After tuning in for each episode, fans have found ways to bring “The Great British Baking Show” into their everyday lives, attempting to bake each week’s technical challenge at home. Videos of their process and the finished products can be found all over the social media app TikTok under the hashtag #GBBO (#GreatBritishBakeOff). The hashtag also encompasses show-themed comedy sketches and videos from former contestants Michael Chakraverty (@mschakraverty) and Amelia Le Bruin (@amelialebruin). Quarantine has allowed for #GBBO to grow into a uniquely charming online community for fans of the show to come together during a time of unprecedented isolation.
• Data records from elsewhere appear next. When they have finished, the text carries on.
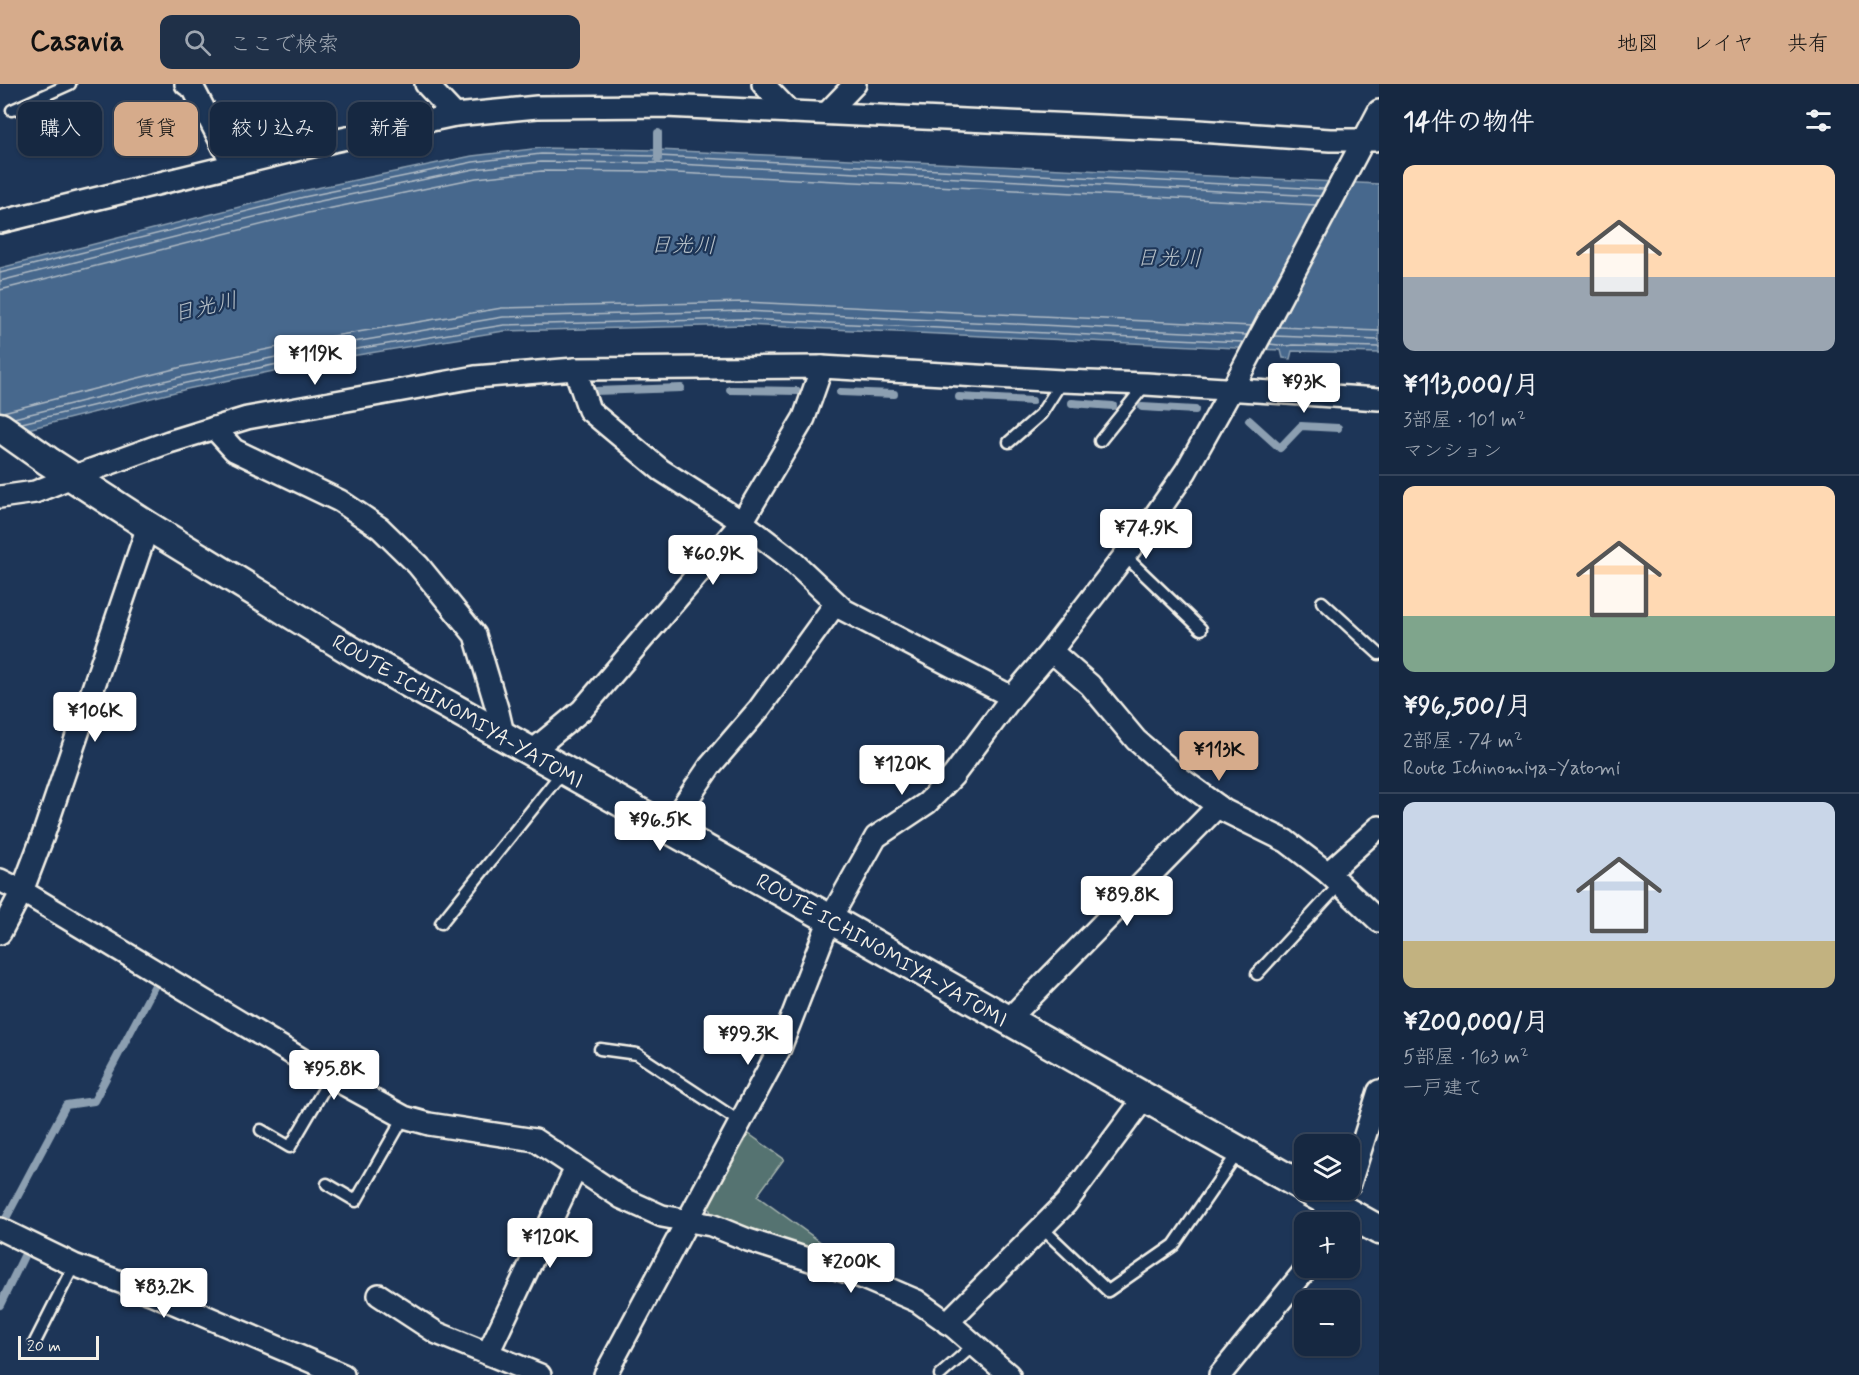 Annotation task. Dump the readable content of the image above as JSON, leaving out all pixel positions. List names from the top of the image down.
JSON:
{
  "streets": {
    "main road": ["ROUTE ICHINOMIYA-YATOMI"]
  },
  "water": ["日光川"],
  "scale_bar": "20 m",
  "page": {
    "header": "Casavia",
    "search": "ここで検索",
    "nav": ["地図", "レイヤ", "共有"],
    "heading": "14件の物件",
    "chip": [
      "購入",
      "賃貸",
      "絞り込み",
      "新着"
    ],
    "list": [
      {
        "name": "¥113,000/月",
        "note": "3部屋 · 101 m² · マンション"
      },
      {
        "name": "¥96,500/月",
        "note": "2部屋 · 74 m² · Route Ichinomiya-Yatomi"
      },
      {
        "name": "¥200,000/月",
        "note": "5部屋 · 163 m² · 一戸建て"
      }
    ],
    "price": [
      "¥119K",
      "¥93K",
      "¥74.9K",
      "¥60.9K",
      "¥106K",
      "¥113K",
      "¥120K",
      "¥96.5K",
      "¥89.8K",
      "¥99.3K",
      "¥95.8K",
      "¥120K",
      "¥200K",
      "¥83.2K"
    ],
    "map_buttons": ["+", "−"],
    "scale": "20 m"
  }
}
The show does have its fair share of issues, one of which came from week five’s technical challenge, wherein contestants are asked to bake the same dish as one another without preparation. Judge Prue Leith told her fellow judge Paul Hollywood that his babka (a sweet braided bread or cake that has strong ties to the Jewish community) was better than any she’d had in New York. This caused an internet uproar among New Yorkers, where a sense of pride in the culinary scene combined with a large Jewish population (about 9 percent of the state, according to the Jewish Telegraphic Agency) left people feeling as though their babka was being cast in a bad light by Leith. Nonetheless, the show doesn’t have the drama and villains that other reality TV shows often do; I think of it as the anti-Hell’s Kitchen. The show is lighthearted and worlds away from the pandemic-stricken world outside of the tent.